Fifteen years ago today my mother passed away on a sunny Thursday afternoon in February, surrounded by her close family and friends. As time just speeds by me like a whirlwind, I desperately try to hold on to all I can of what I can remember about my mom. However that memory of my mom, realizing in front of me her limited mortality, has haunted me all my life. In that moment she reminded me of that blog post by a woman named Meredith, a mom suffering from metastatic breast cancer, wrote for her daughter Niomi, as she was trying to come to terms with the fact that she would probably never witness her daughter date boys, or have her period, or get married. She was attempting to cope, knowing damn well that her daughter would grow up without her mother. I think my mom was coping with similar emotions, and those emotions were ripping her apart. And as much as witnessing her breakdown tears me to shreds, I can only be gracious that my mom was able to be strong enough to show me her vulnerability. My mom was tough as nails.
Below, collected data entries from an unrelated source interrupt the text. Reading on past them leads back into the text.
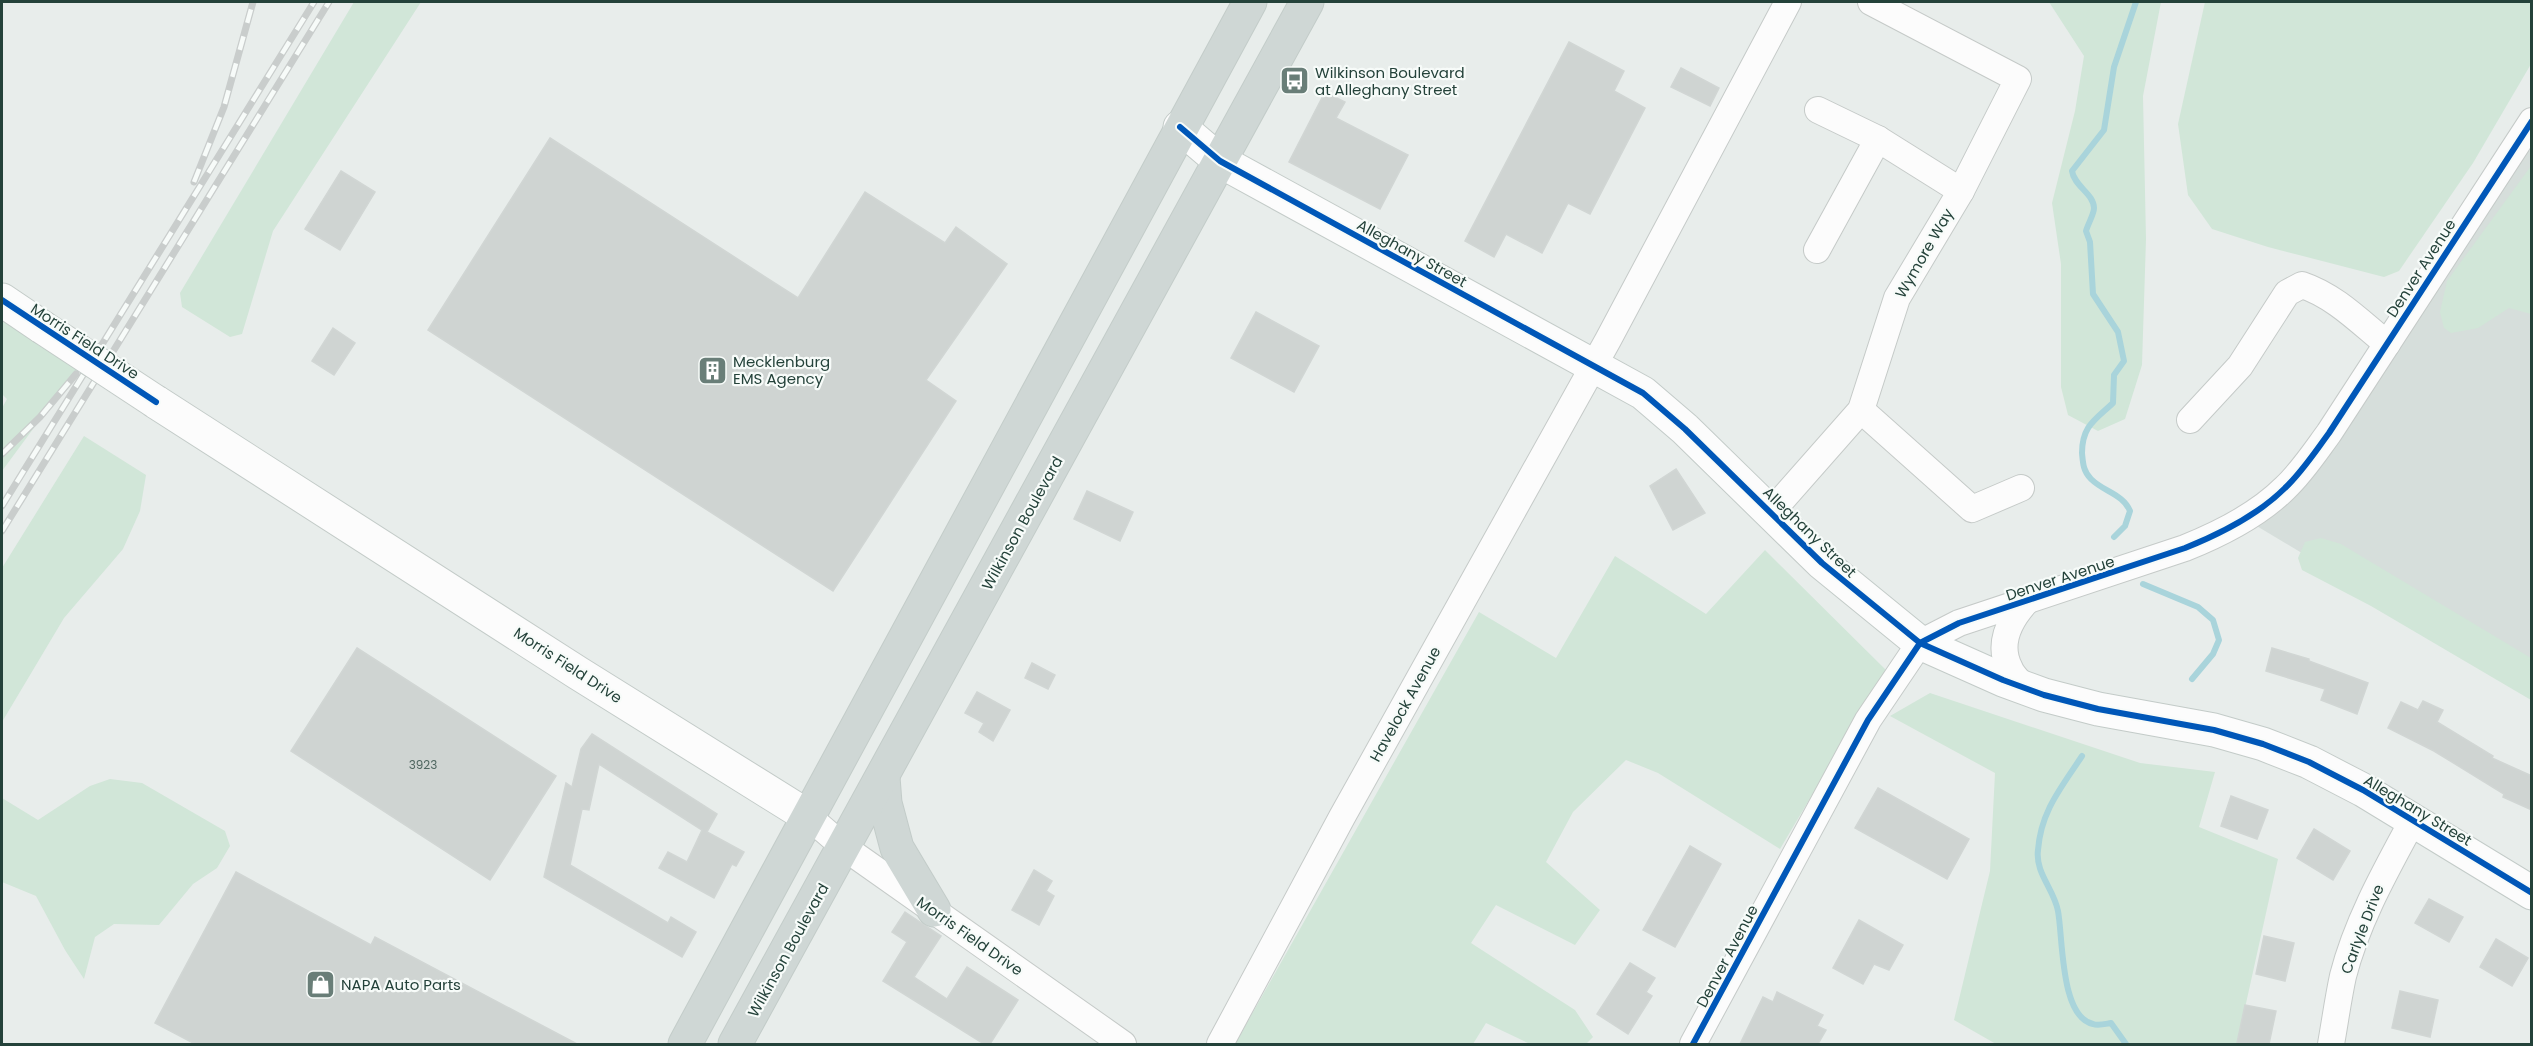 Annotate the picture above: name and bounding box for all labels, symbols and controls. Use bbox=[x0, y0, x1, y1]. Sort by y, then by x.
place label: Wilkinson Boulevard at Alleghany Street bbox=[1315, 62, 1465, 100]
bus stop icon: Wilkinson Boulevard at Alleghany Street bbox=[1278, 65, 1310, 97]
street label: Wymore Way bbox=[1890, 204, 1958, 302]
street label: Alleghany Street bbox=[1353, 214, 1471, 292]
street label: Denver Avenue bbox=[2381, 215, 2461, 321]
street label: Morris Field Drive bbox=[27, 298, 143, 384]
place label: Mecklenburg EMS Agency bbox=[733, 351, 830, 389]
building icon: Mecklenburg EMS Agency bbox=[696, 354, 728, 386]
street label: Wilkinson Boulevard bbox=[977, 452, 1067, 594]
street label: Alleghany Street bbox=[1759, 482, 1861, 582]
street label: Denver Avenue bbox=[2003, 551, 2117, 605]
street label: Morris Field Drive bbox=[510, 622, 626, 708]
street label: Havelock Avenue bbox=[1365, 643, 1445, 765]
house number: 3923 bbox=[409, 756, 437, 773]
street label: Alleghany Street bbox=[2360, 769, 2476, 851]
street label: Wilkinson Boulevard bbox=[743, 879, 833, 1021]
street label: Carlyle Drive bbox=[2335, 881, 2389, 977]
street label: Morris Field Drive bbox=[913, 891, 1027, 981]
street label: Denver Avenue bbox=[1691, 901, 1763, 1011]
shop icon: NAPA Auto Parts bbox=[304, 968, 336, 1000]
place label: NAPA Auto Parts bbox=[341, 974, 461, 995]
To be honest, my eyes are quivering in tears and my heart rate is racing at the thought of publishing this post for all of you to read. I’m fighting back my nerves to unveil this story because I need to reveal the roots of why I abhor the messages of hope and optimism surrounding the pink-ribbon breast cancer awareness movement. I can’t expect the majority of you to relate, but I need you all to try and understand.
Sometimes on car drives home from work, or when I’m sitting outside the front steps of my childhood house, or when my body is drifting off to sleep at night, I try to imagine what my mom would think of me now. I’m not sure if I embody the woman she imagined me becoming, in her moment of weakness in the kitchen. I can only hope I am the strong and self-assured woman she would have wanted me to be. I can only hope that her courage is what’s prompting me to continue writing and fighting for what I believe to be just. I can only hope, because I guess I’ll never know for certain.
Rest In Peace Susan Marie Shevlin Slawski, you’re gone but you’re never forgotten.